EXERCISE OBJECTIVE = Find every line in the entries that holds the string "content" and report it.

[Start of Attachment]

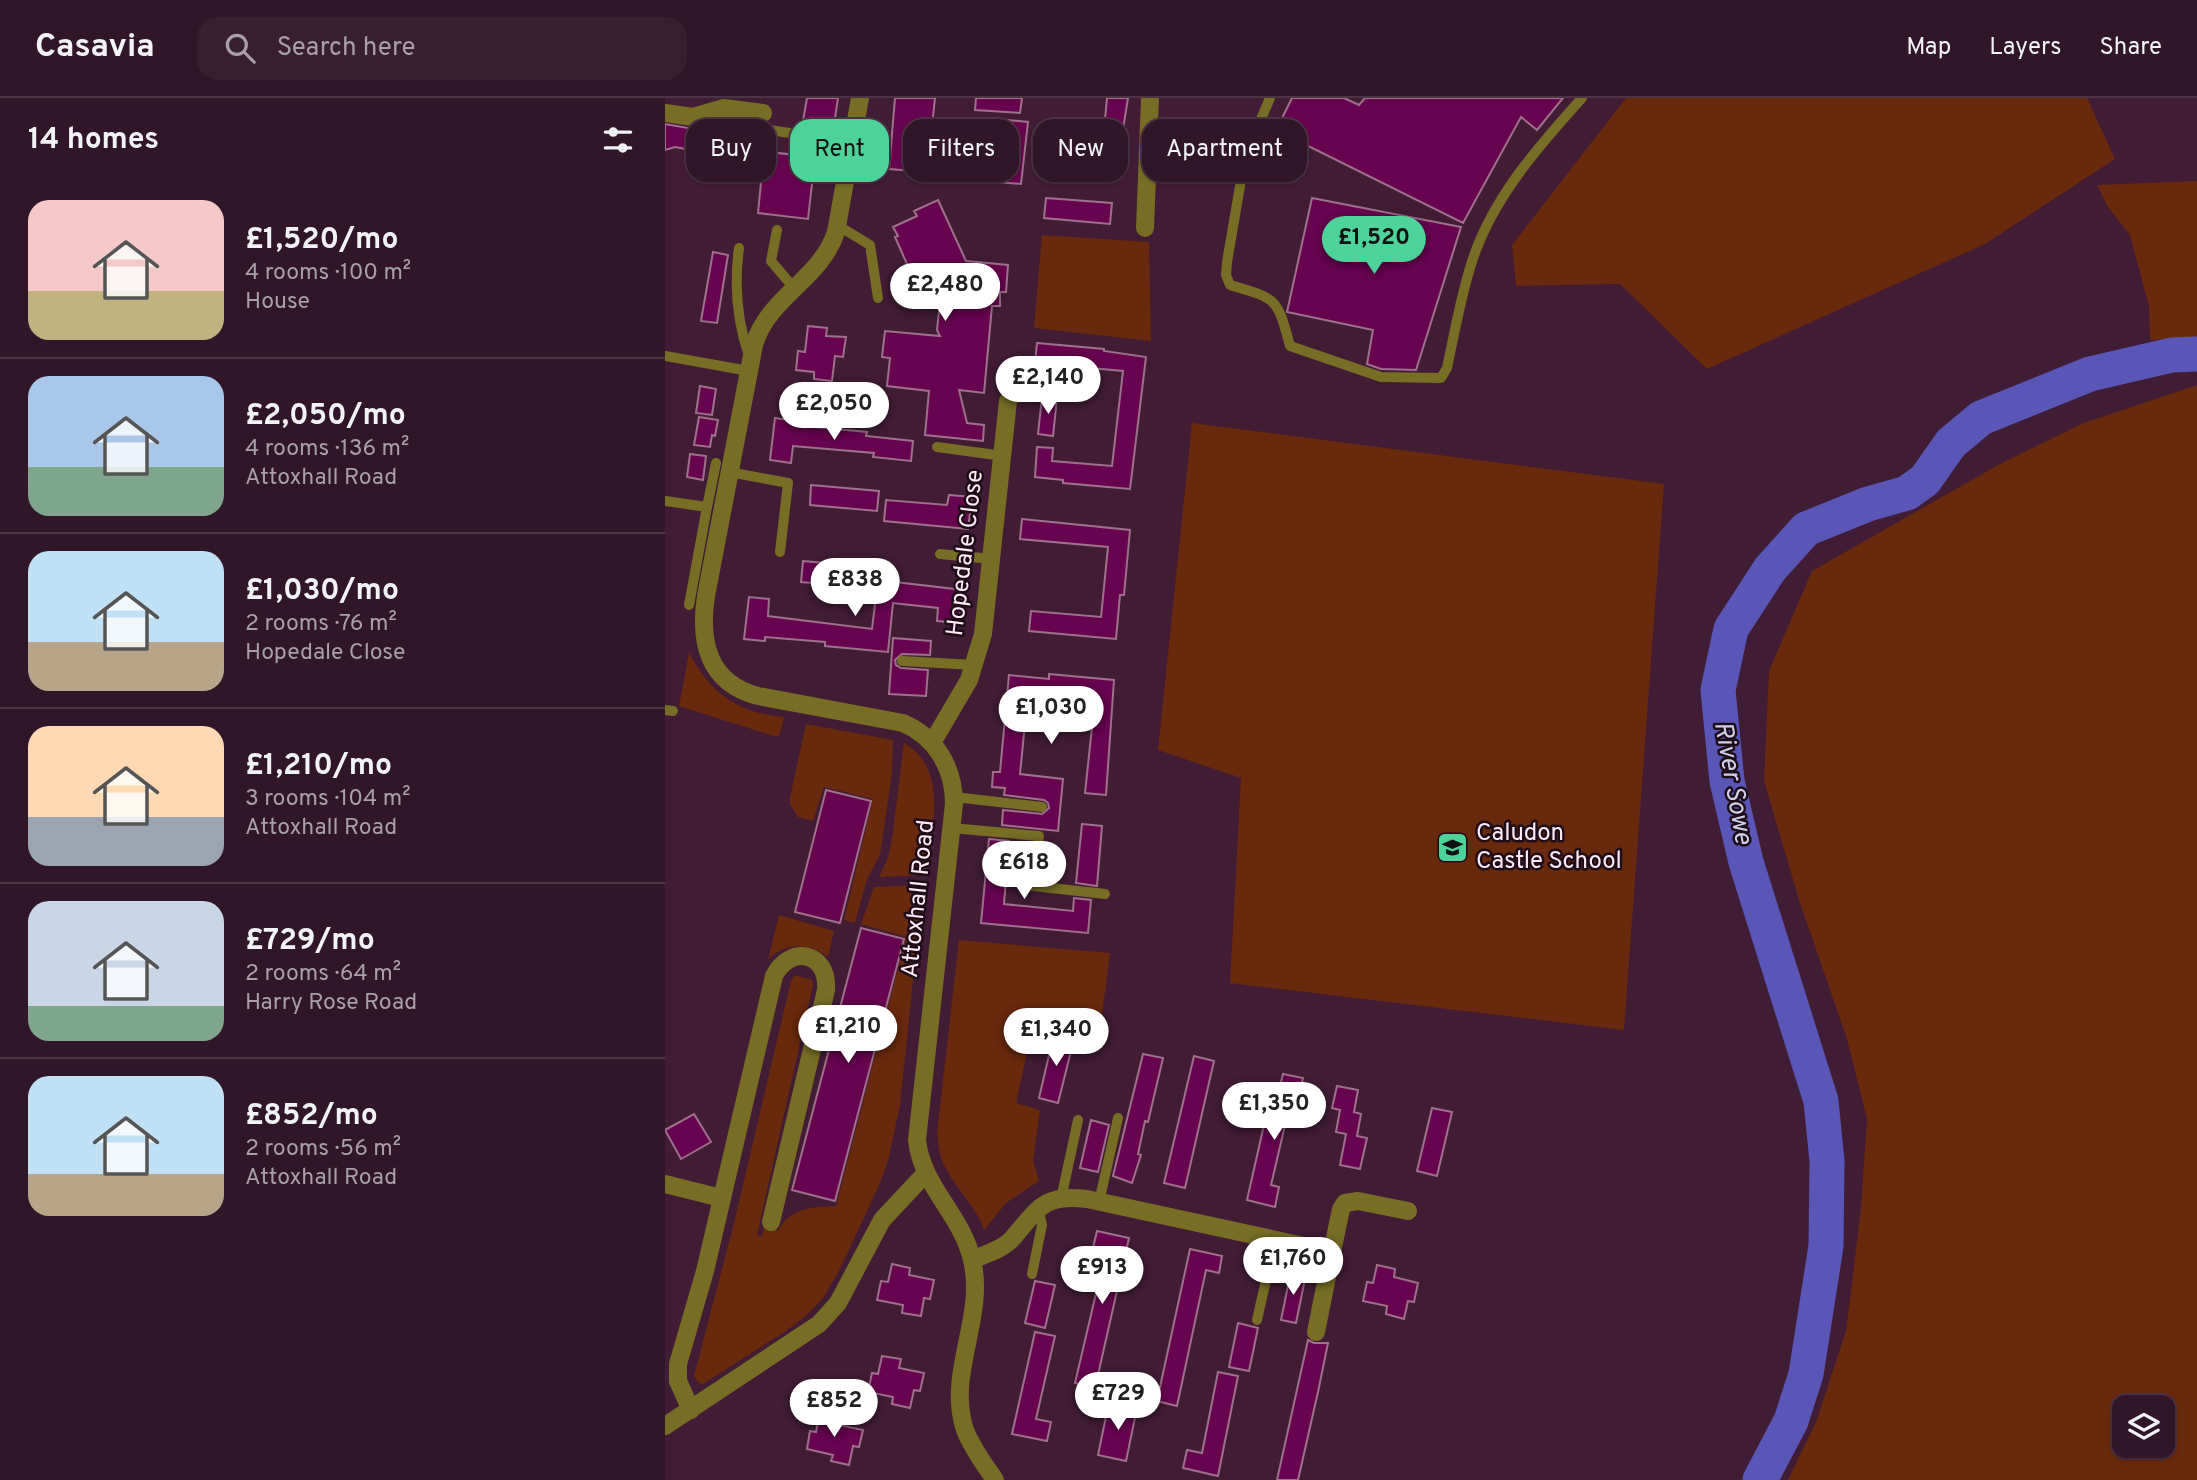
<!DOCTYPE html>
<meta charset="utf-8">
<style>
body{margin:0;font-family:Overpass,sans-serif;background:#391e30;color:#f1f3f6;height:100vh;display:flex;flex-direction:column;font-size:26px;white-space:nowrap}
*{box-sizing:border-box;margin:0}
p{font-size:23px;color:#a89fa8}
.icon{flex:none;width:38px;height:38px;fill:none;stroke:currentColor;stroke-width:2;stroke-linecap:round;stroke-linejoin:round}
.map{position:relative;flex:1;overflow:hidden}
.drawer{display:flex;flex-direction:column;background:#311528;width:665px}
.drawer>*{flex:none}
.top-card{position:absolute;left:21px;top:21px;width:665px;height:63px;display:flex;gap:14px}
.fabs{position:absolute;left:1447px;top:1297px;display:grid;gap:14px}
.fabs a{display:grid;place-items:center;width:63px;height:63px;border-radius:14px;background:#311528;box-shadow:0 2px 5px #0004,0 0 0 2px #4c3445;font-size:35px}
.price{position:absolute;translate:-50% -60px;padding:0 16px;border-radius:24px;background:#fff;color:#222;font-size:23px;line-height:46px;filter:drop-shadow(0 2px 4px #0008)}
.price::after{content:'';position:absolute;left:50%;top:42px;width:21px;height:16px;margin-left:-10px;background:inherit;clip-path:polygon(0 0,100% 0,50% 100%)}
.price.on{background:#4dd39a;color:#111}
ul{padding:0;list-style:none}
li{display:flex;align-items:center;gap:21px;height:175px;padding:0 28px}
li+li{border-top:2px solid #4c3445}
li span{display:grid;place-items:center;flex:none;width:196px;height:140px;border-radius:21px;color:#555}
li>.icon{margin-inline-start:auto}
span .icon{width:84px;height:84px;fill:#fffc;stroke-width:1}
li b{font-size:30px}
h2{display:flex;justify-content:space-between;align-items:center;height:84px;padding:0 28px;font-size:30px}
.pill{padding:0 24px;border-radius:21px;background:#311528;box-shadow:0 2px 5px #0004,0 0 0 2px #4c3445;font-size:24px;line-height:63px}
.pill.on{background:#4dd39a;color:#111}
header{display:flex;align-items:center;gap:42px;box-sizing:border-box;height:98px;padding:0 35px;background:#311528;border-bottom:2px solid #4c3445}
header strong{font-size:33px}
nav{display:flex;gap:38px;margin-inline-start:auto;font-size:24px}
.search{width:490px;height:63px;background:#391e30;display:flex;align-items:center;gap:18px;box-sizing:border-box;padding:0 24px;border-radius:21px;color:#a89fa8;font-size:26px}
main{display:flex;flex:1;min-height:0}
.map>svg:first-child{display:block}
.green{fill:#69290c;fill-rule:evenodd}
.lines{fill:none;stroke-linecap:round;stroke-linejoin:round}
.river{stroke:#5a56b7;stroke-width:35}
.building{fill:#680350;stroke:#9d708c;stroke-width:2}
.service{stroke:#776d24;stroke-width:10}
.minor{stroke:#776d24;stroke-width:18}
.labels{text-anchor:middle;dominant-baseline:central;stroke-width:5;stroke-linejoin:round;paint-order:stroke}
.street-label{font-size:24px;fill:#fee9f5;stroke:#1e0d18}
.poi-label{font-size:24px;fill:#fee9f5;stroke:#1e0d18;text-anchor:start}
.water-label{font-size:26px;font-style:italic;fill:#ced0ea;stroke:#1e0d18}
</style>
<header>
<strong>Casavia</strong>
<div class="search"><svg class="icon" aria-label="search" viewBox="0 0 24 24"><circle cx="10" cy="10" r="6"/><path d="M15 15l6 6"/></svg>Search here</div>
<nav><a>Map</a><a>Layers</a><a>Share</a></nav>
</header>
<main>
<section class="drawer">
<h2>14 homes<svg class="icon" aria-label="filters" viewBox="0 0 24 24"><path d="M4 7h16M4 17h16"/><circle cx="9" cy="7" r="2"/><circle cx="15" cy="17" r="2"/></svg></h2>
<ul>
<li><span style="background:linear-gradient(#f6c9c9 65%,#c2b280 0)"><svg class="icon" aria-label="home" viewBox="0 0 24 24"><path d="M3 11l9-7 9 7M6 9v11h12V9"/></svg></span><div><b>£1,520/mo</b><p>4 rooms · 100 m²</p><p>House</p></div></li>
<li><span style="background:linear-gradient(#a9c7e8 65%,#7fa58c 0)"><svg class="icon" aria-label="home" viewBox="0 0 24 24"><path d="M3 11l9-7 9 7M6 9v11h12V9"/></svg></span><div><b>£2,050/mo</b><p>4 rooms · 136 m²</p><p>Attoxhall Road</p></div></li>
<li><span style="background:linear-gradient(#bfe0f5 65%,#b9a48a 0)"><svg class="icon" aria-label="home" viewBox="0 0 24 24"><path d="M3 11l9-7 9 7M6 9v11h12V9"/></svg></span><div><b>£1,030/mo</b><p>2 rooms · 76 m²</p><p>Hopedale Close</p></div></li>
<li><span style="background:linear-gradient(#ffd9b3 65%,#9aa5b1 0)"><svg class="icon" aria-label="home" viewBox="0 0 24 24"><path d="M3 11l9-7 9 7M6 9v11h12V9"/></svg></span><div><b>£1,210/mo</b><p>3 rooms · 104 m²</p><p>Attoxhall Road</p></div></li>
<li><span style="background:linear-gradient(#c9d6e8 75%,#7fa58c 0)"><svg class="icon" aria-label="home" viewBox="0 0 24 24"><path d="M3 11l9-7 9 7M6 9v11h12V9"/></svg></span><div><b>£729/mo</b><p>2 rooms · 64 m²</p><p>Harry Rose Road</p></div></li>
<li><span style="background:linear-gradient(#bfe0f5 70%,#b9a48a 0)"><svg class="icon" aria-label="home" viewBox="0 0 24 24"><path d="M3 11l9-7 9 7M6 9v11h12V9"/></svg></span><div><b>£852/mo</b><p>2 rooms · 56 m²</p><p>Attoxhall Road</p></div></li>
</ul>
</section>
<div class="map">
<svg width="1532" height="1382" viewBox="0 0 1532 1382">
<rect width="100%" height="100%" fill="#411c35"/>
<path class="green" d="M961,0h461l28,61 -130,85 -278,125 -87,-85 -104,2 -4,-41z
M1532,83v157l-47,2 -1,-33 -19,-72 -22,-28 -11,-22z
M377,137l107,7 2,99 -117,-13z
M1532,287v1095h-409l28,-58 30,-91 15,-123 6,-89 -20,-80 -48,-139 -35,-119 5,-110 43,-100 188,-107 81,-40zM1460,1309h38v39h-38z
M527,325l472,61 -40,546 -394,-47 11,-205 -83,-28z
M24,555c22,40 48,60 95,64l-4,16 -3,4 -98,-31z
M141,626l87,16 -1,33 -12,82 -13,24 -12,44 -11,-3 29,-121 -49,-12 -11,34 -15,-4 -8,-13v-7z
M239,645c46,27 27,87 22,132l-47,2 9,-19 5,-26z
M258,787l-23,220 -12,56 -8,22 -40,86 -17,29 -16,17 -21,16 -83,53 -4,-1 -5,-7 40,-153 57,-242 4,-6 17,5 1,5 -56,250 5,1 3,-9 13,3c14,-23 34,-23 58,-24l70,-269 -45,-13 13,-37z
M114,817l55,16 -6,26c-20,-14 -41,-15 -60,2z
M294,842l151,13 -10,77 -48,-10 -19,5 -17,78 24,7 -7,50 6,21 -33,22 -22,27c-9,-26 -31,-44 -42,-69 -3,-9 -4,-19 -5,-28z"/>
<g class="lines">
<path class="river" d="M1095,1382l31,-59 15,-47 20,-128 1,-85 -6,-60 -75,-239 -19,-81 -9,-91 13,-61 39,-60 36,-40 62,-25 39,-11 18,-13 26,-37 30,-25 109,-44 82,-19 25,-1"/>
</g>
<path class="building" d="M142,0h31l-4,27 -31,-4z
M230,0h40l-8,74 -38,-3z
M311,0h46l-2,15 -45,-3z
M442,0h21l-8,50 -61,-7 2,-16 43,5z
M627,0h52l15,7 6,-7h198l-26,32 -16,-13 -58,106 -187,-93z
M342,22l21,2 -7,62 -38,-3 19,-9z
M0,26l23,4v3l62,8 -1,11 66,7 -7,62 -50,-6 4,-41 -62,-8 2,-12 -27,-5 -10,3z
M381,100l66,5 -2,21 -66,-6z
M647,100l149,29 -45,143 -35,-1 -14,-5 6,-34 -86,-18z
M273,102l28,61 42,4 -2,27h-6v14h-8l-8,87 -25,-3 8,33 17,2 -1,16 -58,-6 4,-44 -42,-5 3,-28 -8,-1 3,-26 55,5 -3,-6 4,-38 -18,8 -28,-63 3,-1 -5,-9 24,-11 -3,-5z
M48,154l15,3 -11,68 -16,-2z
M143,228l19,2 -1,8 20,1 -3,20 -8,-1 -3,25 -18,-2v-7l-18,-2 2,-19 7,1z
M372,245l67,6v2l42,6 -16,132 -67,-6v-3l-28,-3 2,-30 16,1 -1,13 60,5 11,-95 -88,-8z
M35,288l16,3 -4,26 -16,-2z
M377,299l15,1 -4,38 -15,-2z
M34,319l19,3 -3,16 -3,-1 -2,12 -16,-2z
M110,320l20,3v4l72,7 -1,4 47,5 -2,20 -38,-4 1,-4 -81,-7 -2,17 -21,-3z
M25,356l16,2 -3,24 -16,-3z
M146,387l68,6 -2,20 -67,-6z
M284,397l23,2 -4,32 -84,-8 2,-21 61,5z
M357,421l108,11 -6,65h-4l-4,44 -87,-8 2,-20 70,6 7,-70 -88,-8z
M138,463l68,6 -2,21 -68,-6z
M213,482l85,10 -4,33 -22,-2 1,-13 -45,-5 -5,49 -63,-6v-4l-60,-5v4l-21,-2 5,-42 20,2 -1,17 104,13z
M228,540l38,3 -1,14 -28,-1 -7,6 1,5 5,3 27,2 -2,26 -37,-2z
M384,576l65,6 -8,115 -21,-2 10,-94 -67,-6 -8,81 43,5 -5,52 -56,-6 1,-15 39,4 7,-6 -1,-5 -4,-3 -40,-5 1,-7 -13,-1 1,-15h7l9,-97 40,4z
M161,692l45,11 -31,122 -45,-11z
M417,726l20,2 -5,60 -21,-3z
M324,741l20,2 -5,63 69,7 1,-13 17,2 -3,33 -107,-10z
M196,830l43,11 -69,262 -43,-11z
M389,936l20,5 -16,64 -19,-5z
M478,956l20,4 -15,64 -3,-1 -7,33 3,1 -9,28 -19,-7z
M529,958l20,5 -29,127 -21,-5z
M618,976l20,4 -11,44 -6,-1 -15,64 8,2 -4,20 -28,-7 19,-84 6,1z
M672,988l21,4 -4,22 7,2 -4,22 10,2 -7,31 -20,-4 6,-31 -10,-2 4,-22 -8,-2z
M767,1010l20,4 -15,64 -20,-5z
M29,1016l17,28 -30,17 -16,-29z
M426,1022l18,5 -11,47 -18,-4z
M432,1133l32,7 -34,150 -20,-5 31,-132 -13,-3z
M525,1151l32,7 -3,17 -13,-3 -29,136 -20,-5z
M227,1166l18,4 -1,7 25,5 -4,19 -6,-1 -3,18 -19,-3 1,-8 -26,-5 4,-19 7,1z
M712,1167l18,4 -1,8 24,6 -4,19 -6,-1 -4,18 -18,-5 1,-8 -24,-5 4,-19 6,1z
M626,1173l15,3 -10,49 -15,-3z
M370,1183l20,4 -10,43 -20,-5z
M573,1225l20,5 -9,43 -20,-4z
M370,1234l20,4 -19,83 15,3 -4,19 -35,-7z
M643,1242l6,3h14l-10,49 -20,88h-21z
M217,1258l19,3 -2,9 25,5 -4,18 -6,-1 -4,18 -18,-4 1,-7 -25,-5 4,-19 6,1z
M553,1274l20,4 -20,100 -35,-8 4,-18 15,3z
M444,1304l28,6 -11,53 -28,-6z
M155,1314l21,4 -2,9 24,5 -4,17 -6,-1 -4,19 -18,-4 2,-6 -26,-6 3,-18 6,1z"/>
<g class="lines">
<path class="service" d="M605,0l-25,59 -18,105 -1,13 4,10c48,14 47,13 60,61l91,31 60,1 6,-10c7,-33 13,-67 23,-100 19,-66 67,-120 112,-170
M104,32l83,12
M172,127l33,20 8,53
M112,132l-6,31 23,27
M74,150c-5,37 -2,73 10,108
M0,258l84,15
M343,303l35,-13 32,4
M272,349l66,9
M64,374l59,11 -8,69
M0,403l42,6 -18,98
M42,409l9,-44
M275,456l52,5
M237,563l73,4
M0,612l8,1
M289,699l88,10
M286,730l88,8 -6,50 72,8
M396,1101l17,-79
M434,1104l19,-84
M367,1176l10,-49 -4,-17
M592,1222l18,-80"/>
<path class="minor" d="M195,0l-24,134c-15,47 -68,65 -82,113l-48,251c-7,46 2,87 52,100l145,27c33,14 51,45 51,81l-37,336c5,47 45,75 55,120 14,58 -26,113 -7,170 7,18 19,34 30,50
M0,15l28,4 31,-9 39,5
M480,130l5,-130
M267,645l37,-63 14,-46 25,-233
M0,1086l56,14
M667,1154l9,-43 4,-6 13,-2 50,10
M307,1162c13,-6 29,-10 39,-20 26,-29 31,-47 76,-41l245,53 -16,80
M26,1312l-13,-29v-17l27,-93 69,-295c16,-32 55,-24 52,14l-55,232
M0,1328l154,-102 19,-21 44,-83 43,-46"/>
</g>
<defs>
<symbol id="school-square" viewBox="-11 -11 22 22"><rect x="-9" y="-9" width="18" height="18" rx="4" fill="#4dd39a" stroke="#1e0d18"/><path d="M0-5L7-2L0 1L-7-2ZM-4 1L0 2.5L4 1V4Q0 6-4 4Z" fill="#111"/></symbol>
</defs>
<g fill-rule="evenodd">
<use href="#school-square" x="770" y="732" width="35" height="35"/>
</g>
<g class="labels">
<g class="street-label">
<text transform="translate(301 455) rotate(-83)">Hopedale Close</text>
<text transform="translate(254 801) rotate(-84)">Attoxhall Road</text>
</g>
<g class="poi-label">
<text x="811" y="736">Caludon<tspan x="811" dy="28">Castle School</tspan></text>
</g>
<g class="water-label">
<text transform="translate(1067 685) rotate(80)">River Sowe</text>
</g>
</g>
</svg>
<div class="fabs">
<a><svg class="icon" aria-label="layers" viewBox="0 0 24 24"><path d="M12 4l9 5-9 5-9-5zM3 14l9 5 9-5"/></svg></a>
</div>
<b class="price on" style="left:709px;top:178px">£1,520</b>
<b class="price" style="left:280px;top:225px">£2,480</b>
<b class="price" style="left:383px;top:318px">£2,140</b>
<b class="price" style="left:169px;top:344px">£2,050</b>
<b class="price" style="left:190px;top:520px">£838</b>
<b class="price" style="left:386px;top:648px">£1,030</b>
<b class="price" style="left:359px;top:803px">£618</b>
<b class="price" style="left:183px;top:967px">£1,210</b>
<b class="price" style="left:391px;top:970px">£1,340</b>
<b class="price" style="left:609px;top:1044px">£1,350</b>
<b class="price" style="left:628px;top:1199px">£1,760</b>
<b class="price" style="left:437px;top:1208px">£913</b>
<b class="price" style="left:453px;top:1334px">£729</b>
<b class="price" style="left:169px;top:1341px">£852</b>
<div class="top-card">
<a class="pill">Buy</a>
<a class="pill on">Rent</a>
<a class="pill">Filters</a>
<a class="pill">New</a>
<a class="pill">Apartment</a>
</div>
</div>
</main>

[End of Attachment]

FINISHED EXERCISE =
.price::after{content:'';position:absolute;left:50%;top:42px;width:21px;height:16px;margin-left:-10px;background:inherit;clip-path:polygon(0 0,100% 0,50% 100%)}
h2{display:flex;justify-content:space-between;align-items:center;height:84px;padding:0 28px;font-size:30px}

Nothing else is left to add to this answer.